▽
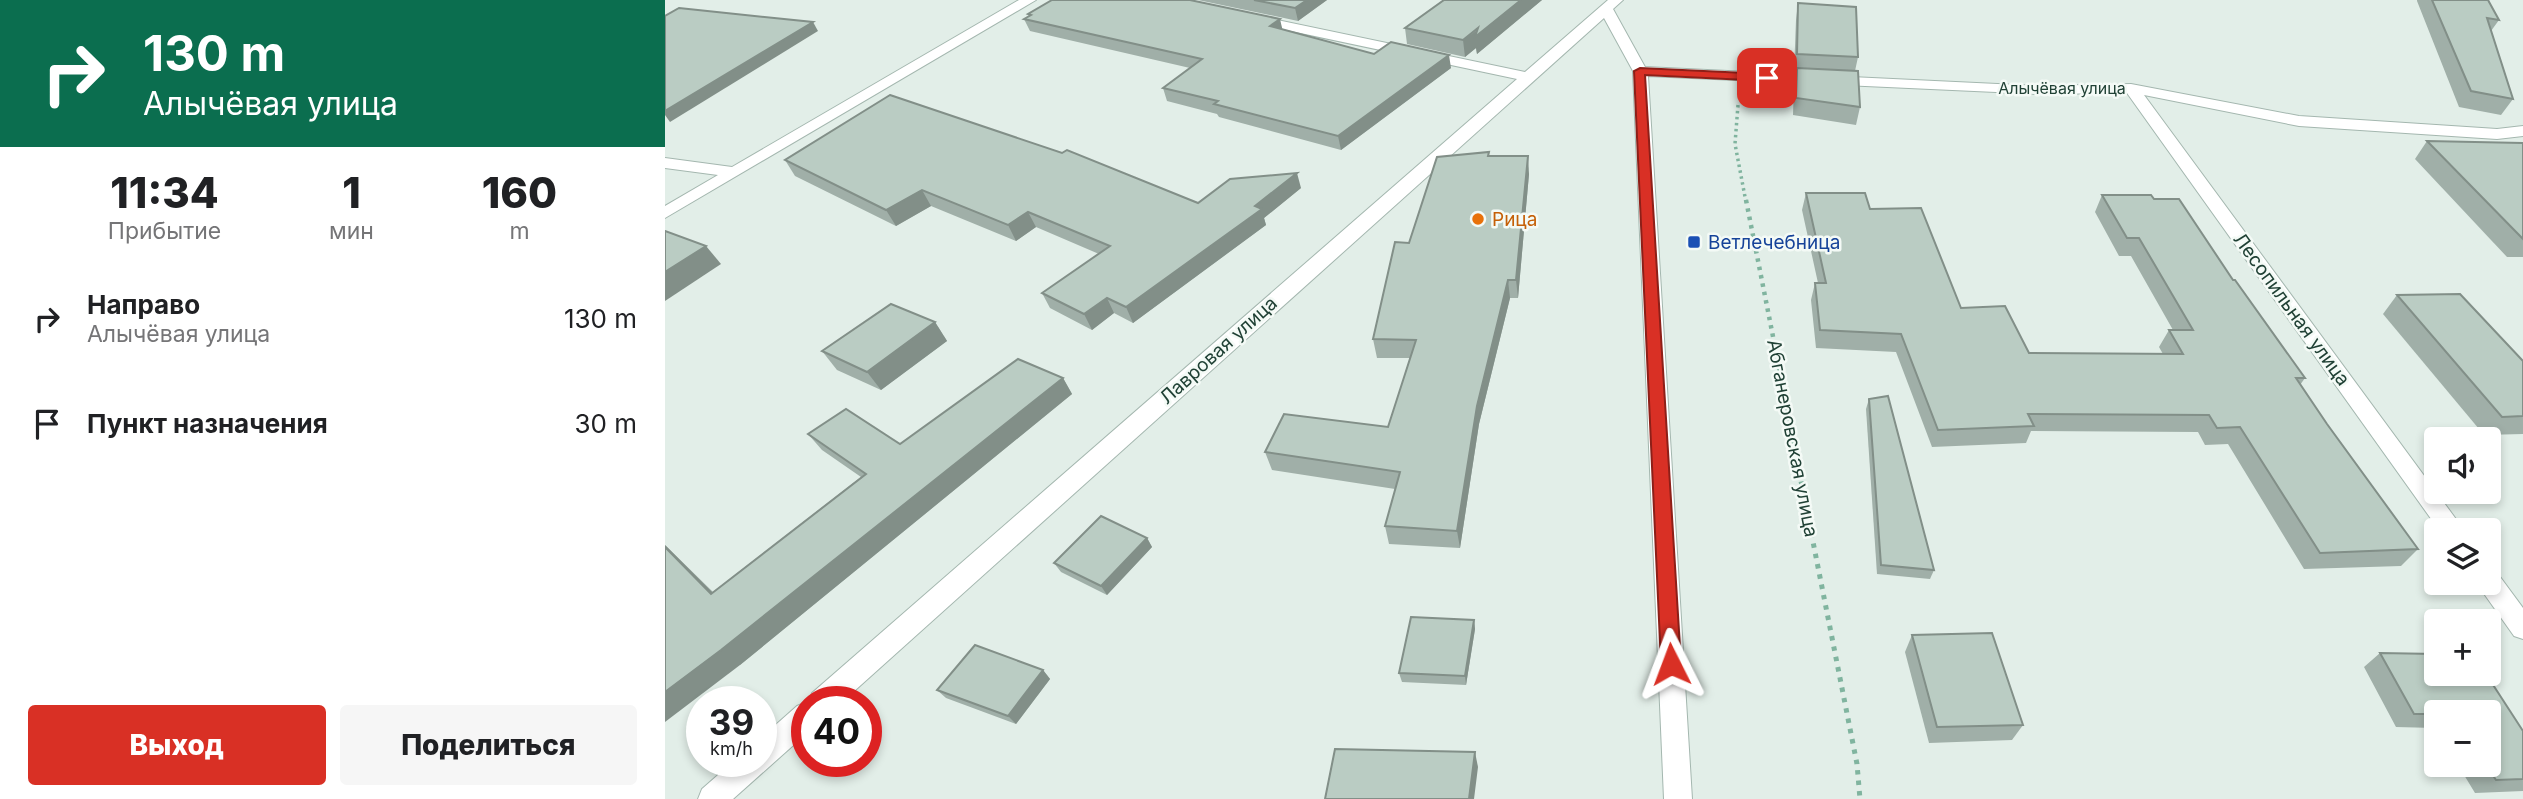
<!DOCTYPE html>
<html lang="ru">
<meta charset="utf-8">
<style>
:root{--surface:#fff;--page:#f6f6f6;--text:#202124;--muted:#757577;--accent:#d93025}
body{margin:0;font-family:Inter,sans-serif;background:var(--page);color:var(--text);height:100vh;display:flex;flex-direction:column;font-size:26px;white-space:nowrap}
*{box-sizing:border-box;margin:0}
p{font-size:23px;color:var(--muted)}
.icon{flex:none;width:38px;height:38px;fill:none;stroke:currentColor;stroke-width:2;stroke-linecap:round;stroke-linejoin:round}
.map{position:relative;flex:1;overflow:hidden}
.panel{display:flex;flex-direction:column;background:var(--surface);width:665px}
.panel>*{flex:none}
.top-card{background:#0b6e4f;color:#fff;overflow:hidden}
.buttons{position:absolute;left:1759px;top:427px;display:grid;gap:14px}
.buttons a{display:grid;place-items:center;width:77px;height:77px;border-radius:7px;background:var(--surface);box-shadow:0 4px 10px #0003;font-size:35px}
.speed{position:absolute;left:21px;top:686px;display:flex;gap:14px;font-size:35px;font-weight:700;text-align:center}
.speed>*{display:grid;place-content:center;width:91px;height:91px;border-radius:50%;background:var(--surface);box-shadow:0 4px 10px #0003;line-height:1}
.speed small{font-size:18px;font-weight:400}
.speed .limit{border:10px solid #d22;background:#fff;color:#111}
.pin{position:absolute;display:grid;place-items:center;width:60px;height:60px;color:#fff;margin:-30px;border-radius:14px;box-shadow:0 4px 10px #0006}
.me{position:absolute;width:77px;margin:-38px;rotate:357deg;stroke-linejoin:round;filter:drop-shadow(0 0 5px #0008)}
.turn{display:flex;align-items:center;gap:24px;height:147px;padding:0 28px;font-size:32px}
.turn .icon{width:91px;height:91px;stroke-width:2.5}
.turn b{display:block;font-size:49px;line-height:60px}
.eta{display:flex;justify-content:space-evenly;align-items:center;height:119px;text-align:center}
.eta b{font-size:42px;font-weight:800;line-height:49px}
.primary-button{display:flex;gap:14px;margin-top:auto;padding:14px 28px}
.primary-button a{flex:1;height:80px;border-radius:7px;background:var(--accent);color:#fff;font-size:28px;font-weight:800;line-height:80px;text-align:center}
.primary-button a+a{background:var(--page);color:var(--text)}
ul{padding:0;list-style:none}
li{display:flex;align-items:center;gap:21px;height:105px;padding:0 28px}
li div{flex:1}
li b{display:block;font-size:26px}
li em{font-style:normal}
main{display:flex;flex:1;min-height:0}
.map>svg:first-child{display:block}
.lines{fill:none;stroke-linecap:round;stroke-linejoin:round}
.minor-casing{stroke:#a4b7af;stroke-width:2}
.path-far2{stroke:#80b49f;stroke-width:3.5;stroke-dasharray:2.5 3.5;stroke-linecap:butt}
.path-far1{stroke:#80b49f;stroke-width:4.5;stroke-dasharray:3.5 5;stroke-linecap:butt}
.path{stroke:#80b49f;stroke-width:5;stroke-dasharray:4.5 6;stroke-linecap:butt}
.minor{fill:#fff;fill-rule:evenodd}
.wall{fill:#a0afa8}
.shaded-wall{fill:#828f88}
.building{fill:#baccc3;stroke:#828f88;stroke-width:2}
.route{fill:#d93025;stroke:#8d1f18;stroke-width:2}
.food-dot{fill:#e8710a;stroke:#f4faf6;stroke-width:2.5}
.transit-dot{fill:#1a4fb4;stroke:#f4faf6;stroke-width:2.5}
.labels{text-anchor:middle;stroke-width:5;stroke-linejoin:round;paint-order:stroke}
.far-street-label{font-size:16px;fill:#204135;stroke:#f4faf6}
.food-label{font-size:19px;fill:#c56008;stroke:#f4faf6;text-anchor:start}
.transit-label{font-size:19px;fill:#164399;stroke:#f4faf6;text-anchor:start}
.street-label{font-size:19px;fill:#204135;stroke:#f4faf6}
</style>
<main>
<section class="panel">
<div class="top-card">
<div class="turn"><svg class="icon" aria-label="right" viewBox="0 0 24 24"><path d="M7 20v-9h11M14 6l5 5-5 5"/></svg><div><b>130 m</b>Алычёвая улица</div></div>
</div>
<div class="eta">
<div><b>11:34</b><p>Прибытие</p></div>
<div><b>1</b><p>мин</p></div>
<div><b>160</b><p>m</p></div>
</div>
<ul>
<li><svg class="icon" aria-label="right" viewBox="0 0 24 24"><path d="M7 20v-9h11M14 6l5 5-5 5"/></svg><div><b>Направо</b><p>Алычёвая улица</p></div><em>130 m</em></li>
<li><svg class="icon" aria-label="arrive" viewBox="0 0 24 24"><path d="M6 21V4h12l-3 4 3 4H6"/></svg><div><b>Пункт назначения</b></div><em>30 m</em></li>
</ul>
<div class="primary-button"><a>Выход</a><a>Поделиться</a></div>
</section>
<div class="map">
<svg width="1858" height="799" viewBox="0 0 1858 799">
<rect width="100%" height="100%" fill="#e2eee8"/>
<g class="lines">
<defs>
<g id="minor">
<polygon points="354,0 371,0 0,218 0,206 53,175 0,168 0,158 67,167"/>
<polygon points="943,0 958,0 948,9 980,67 1372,86 1466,84 1634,116 1832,129 1858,126 1858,136 1832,139 1634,126 1479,95 1799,530 1774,530 1462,93 1372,94 983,76 1027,799 999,799 968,71 939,18 177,702 144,702 147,693 852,79 588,23 581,19 583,16 588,15 860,72"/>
<polygon points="1824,571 1833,574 1858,608 1858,639 1849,636 1815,588 1813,583 1824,583"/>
<polygon points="142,702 142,733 68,799 33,799 37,789 69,761 96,761 96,738 132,706"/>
</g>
</defs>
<!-- minor casing -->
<use href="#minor" class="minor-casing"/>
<!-- path-far2 -->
<polyline class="path-far2" points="1073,105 1070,144 1081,202"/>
<!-- path-far1 -->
<polyline class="path-far1" points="1081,200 1133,463"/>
<!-- path -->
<polyline class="path" points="1132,461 1192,764 1195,799"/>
<!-- minor -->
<use href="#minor" class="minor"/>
</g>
<!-- wall -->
<g class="wall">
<polygon points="533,0 662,0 633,21"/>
<polygon points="779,0 877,0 812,54 811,48 800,57 742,44 740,28"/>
<polygon points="1752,0 1823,0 1834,20 1826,31 1848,99 1836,115 1794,107 1752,1"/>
<polygon points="1133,3 1193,57 1190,71 1195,107 1191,125 1128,115 1129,85 1131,72 1129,72 1131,20"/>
<polygon points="363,14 617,30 709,54 786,68 676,150 554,117 552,114 502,101 498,88 525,68 365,31 359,19 364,16"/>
<polygon points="1762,141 1858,143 1858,257 1842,257 1750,159"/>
<polygon points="824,152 824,156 864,174 853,298 845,298 814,424 795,548 724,544 720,526 730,489 607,470 600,452 723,427 745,358 712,358 708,339 744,243"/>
<polygon points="120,160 533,203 636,188 599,218 601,225 468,323 449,313 427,330 385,308 377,293 434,254 371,227 351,241 266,206 231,226 130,176"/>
<polygon points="1141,193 1205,209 1296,308 1364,353 1498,354 1494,347 1504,330 1508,330 1466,256 1454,256 1430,212 1437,195 1489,199 1568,280 1640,378 1635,385 1662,424 1753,549 1736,566 1639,569 1563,444 1540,445 1533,432 1366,431 1361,443 1267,447 1231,352 1151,348 1146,300 1150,283 1153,283 1137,210"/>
<polygon points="1732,295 1858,361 1858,434 1819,435 1718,314"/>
<polygon points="270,322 282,341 216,390 172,370 157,351"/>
<polygon points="398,378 407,394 75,665 0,545 48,592 196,477 157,450 143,434 235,444"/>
<polygon points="1204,399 1269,570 1265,579 1212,574 1201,409"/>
<polygon points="482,538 487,547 442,595 396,572 389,563"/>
<polygon points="809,620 810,629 801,685 737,682 734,673"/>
<polygon points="1247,635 1358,725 1347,740 1264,743 1240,652"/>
<polygon points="1715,653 1771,654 1771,674 1821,674 1858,731 1858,791 1810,793 1793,765 1824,765 1824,712 1771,712 1771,729 1770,728 1731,727 1699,667"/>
<polygon points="378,670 385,679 351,724 281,698 272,690"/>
</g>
<!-- shaded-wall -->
<g class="shaded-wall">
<polygon points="642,0 662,0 633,21 630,8"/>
<polygon points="856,0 877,0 812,54 811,48 800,57 798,40"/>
<polygon points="615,19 618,32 605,26"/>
<polygon points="148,22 153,31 5,122 0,115 0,111"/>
<polygon points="784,55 786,68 676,150 673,136"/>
<polygon points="863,156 864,174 853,298 851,280"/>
<polygon points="632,173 636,188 599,218 601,225 468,323 461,307"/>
<polygon points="257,190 266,206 231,226 221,210"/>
<polygon points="363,212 371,227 351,241 343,225"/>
<polygon points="41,246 56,264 0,301 0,272"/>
<polygon points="843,280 845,298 814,424 795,548 792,531 812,406"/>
<polygon points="442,298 449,313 427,330 419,314"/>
<polygon points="270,322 282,341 216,390 202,372"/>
<polygon points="398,378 407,394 75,665 0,722 0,692"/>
<polygon points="482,538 487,547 442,595 436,586"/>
<polygon points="0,545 64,609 46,594 0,547"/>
<polygon points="809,620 810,629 801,685 800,676"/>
<polygon points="378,670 385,679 351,724 343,716"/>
<polygon points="810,752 813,767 809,799 804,799"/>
</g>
<!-- building -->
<g class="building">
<polygon points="387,0 525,0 615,19 605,26 709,54 726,42 784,55 673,136 549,104 553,101 498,88 537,59 359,19 366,15 363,14"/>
<polygon points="589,0 642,0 630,8"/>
<polygon points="779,0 856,0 810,37 813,28 798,40 740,28"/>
<polygon points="1767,0 1823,0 1834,20 1822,18 1848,99 1806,91"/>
<polygon points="1133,3 1191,7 1193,57 1132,54"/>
<polygon points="14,8 148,22 0,111 0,16"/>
<polygon points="1132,68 1193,71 1195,107 1131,98"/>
<polygon points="225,95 397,153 402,150 533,203 565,179 632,173 590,206 597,209 461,307 442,298 419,314 377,293 445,246 363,212 343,225 257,190 221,210 120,160"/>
<polygon points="1762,141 1858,143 1858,239"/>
<polygon points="824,152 823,156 863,156 851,280 843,280 812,406 792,531 720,526 735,472 600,452 619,414 723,427 751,340 708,339 730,242 744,243 772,157"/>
<polygon points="1141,193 1200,193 1205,209 1256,208 1296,308 1340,306 1364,353 1518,354 1504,330 1528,330 1474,238 1462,238 1437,195 1486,195 1489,199 1514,199 1568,280 1570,280 1640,378 1631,378 1662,424 1753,549 1655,553 1575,427 1552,428 1544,415 1363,414 1369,426 1273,430 1236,334 1155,330 1150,283 1161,283"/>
<polygon points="0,231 41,246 0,272"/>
<polygon points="1795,294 1858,361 1858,416 1837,417 1732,295"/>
<polygon points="226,304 270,322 202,372 157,351"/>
<polygon points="353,359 398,378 56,650 0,692 0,547 46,594 201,474 143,434 181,409 235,444"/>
<polygon points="1223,396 1269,570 1216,565 1204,399"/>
<polygon points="436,516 482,538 436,586 389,563"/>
<polygon points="746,617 809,620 800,676 734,673"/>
<polygon points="1327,633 1358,725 1272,727 1247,635"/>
<polygon points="310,645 378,670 343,716 272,690"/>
<polygon points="1715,653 1771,654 1771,674 1821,674 1858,731 1858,779 1831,780 1821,765 1824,765 1824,712 1771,712 1771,714 1749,714"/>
<polygon points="670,749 810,752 804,799 660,799"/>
</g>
<!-- route -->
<polygon class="route" points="975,68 1102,74 1107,78 1102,81 980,75 1016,664 1013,671 1006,673 999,671 996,664 969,71"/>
<!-- markers -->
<circle class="food-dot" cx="813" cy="219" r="7"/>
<rect class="transit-dot" x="1022" y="235" width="14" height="14" rx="3.5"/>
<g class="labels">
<!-- far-street labels -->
<g class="far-street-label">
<text x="1397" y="94">Алычёвая улица</text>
</g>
<!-- food labels -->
<g class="food-label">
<text x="827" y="226">Рица</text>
</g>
<!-- transit labels -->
<g class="transit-label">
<text x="1043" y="249">Ветлечебница</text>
</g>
<!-- street labels -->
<g class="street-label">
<text transform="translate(1627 309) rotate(54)" y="7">Лесопильная улица</text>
<text transform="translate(553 350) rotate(-42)" y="7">Лавровая улица</text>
<text transform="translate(1128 438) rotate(79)" y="7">Абганеровская улица</text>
</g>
</g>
</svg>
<div class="buttons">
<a><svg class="icon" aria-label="sound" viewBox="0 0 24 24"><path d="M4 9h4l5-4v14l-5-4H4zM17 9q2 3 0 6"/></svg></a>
<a><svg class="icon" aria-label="layers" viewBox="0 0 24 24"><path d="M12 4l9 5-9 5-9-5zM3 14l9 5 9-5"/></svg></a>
<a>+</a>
<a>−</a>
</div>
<div class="speed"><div>39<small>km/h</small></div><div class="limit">40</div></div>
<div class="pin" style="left:1102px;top:78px;background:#d93025"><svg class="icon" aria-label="arrive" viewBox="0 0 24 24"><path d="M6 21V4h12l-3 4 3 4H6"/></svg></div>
<svg class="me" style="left:1006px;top:664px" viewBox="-20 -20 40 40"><path d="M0-17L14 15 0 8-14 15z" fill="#d93025" stroke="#fff" stroke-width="4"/></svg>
</div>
</main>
△
Description of the task: List each line of the records that holds the string "overflow".

Solution for this task:
.map{position:relative;flex:1;overflow:hidden}
.top-card{background:#0b6e4f;color:#fff;overflow:hidden}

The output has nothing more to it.